Borno to Jonathan: Tell Nigerians about Chibok girls’ abduction

By Sadiq Abubakar

Maiduguri

Borno state government has asked former President, Goodluck Jonathan to make public findings of Presidential committee he set up to investigate the abduction of Chibok schoolgirls in April 2014.
State Commissioner for Education, Musa Inuwa Kubo gave the state government position while reacting to earlier statement by ex-president’s media aide, Mr.
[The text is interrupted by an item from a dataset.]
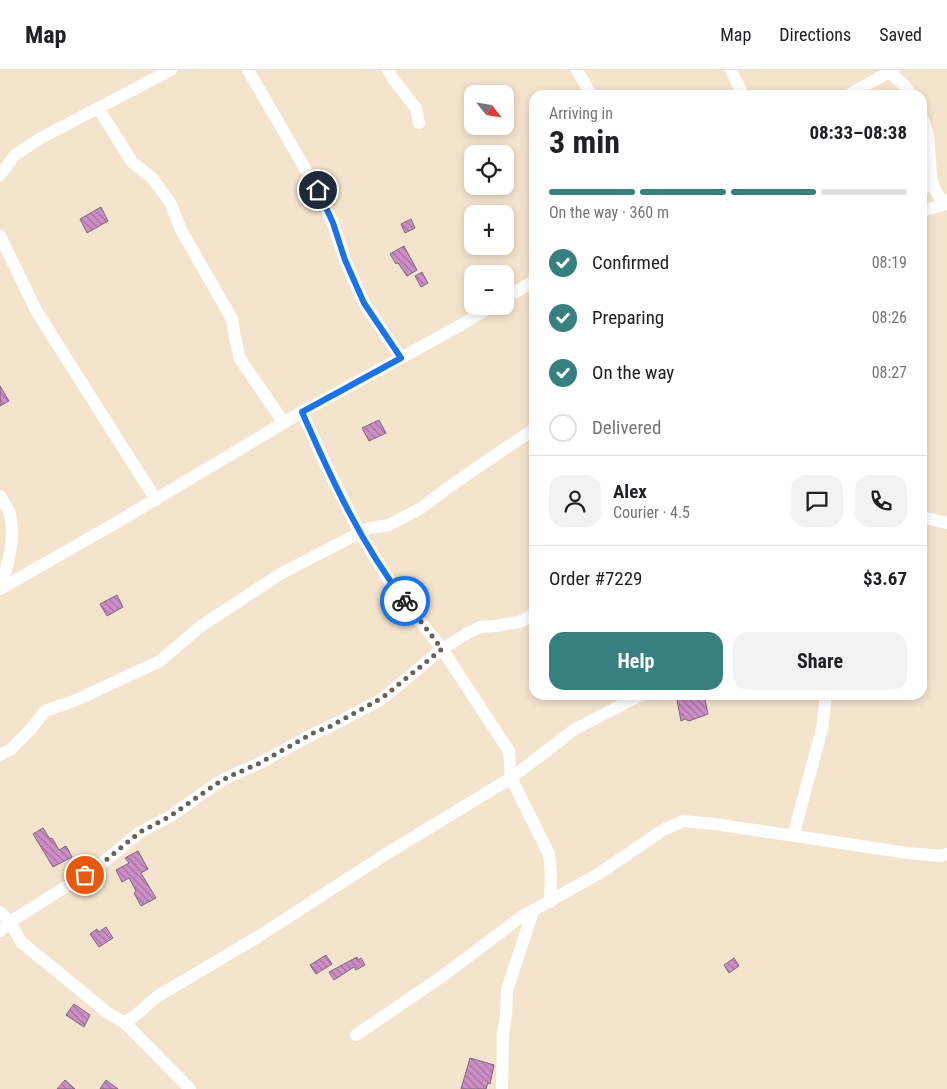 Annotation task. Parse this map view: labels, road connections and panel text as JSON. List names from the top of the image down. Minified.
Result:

Ikechukwu Eze last week, calling on Governor Kashim Shettima to tell Nigerians what he knew regarding the April 14, 2014 abduction of over 200 schoolgirls by the Boko Haram after the sect attacked Government Secondary School, Chibok.
In a statement issued on Saturday in Maiduguri, the commissioner said “Nigerians should ask Jonathan why he concealed reports of his own fact-finding committee.”
Kubo said he was one of those interrogated by Jonathan’s fact-finding committee on Chibok school girls’ abduction, and was embarrassed with the statement in which Eze asked Shettima to tell Nigerians whatever he knew regarding the April 14, 2014 abduction of over 200 schoolgirls by Boko Haram after the sect attacked Government Secondary School, Chibok.
Kubo said, “Rather than direct spurious allegations to Governor Shettima on controversies surrounding the abduction of Chibok school girls, the media aide should ask his principal, President Goodluck Jonathan, why he deliberately concealed (the) report of a presidential fact-finding committee he constituted and inaugurated on Tuesday, May 6, 2014 and which submitted the report of its findings to him on Friday, June 20, 2014.
“For the purpose of records, Eze and his colleagues are pointing towards the wrong direction; they should ask their principal, Jonathan, why he deliberately refused to make public the report of a committee he constituted, inaugurated and received their findings on facts surrounding the Chibok abduction and who is to blame for it.
“For nearly two months, the committee undertook a thorough investigation that included forensic assessment of all documents on the entire issues, held meetings with parents of the school girls, visited Chibok, met with the then Chief of Defence Staff, Chief of Army Staff, Chief of Naval Staff, the Director-General of the DSS and the Inspector-General of Police, all of whom were appointees of Jonathan.”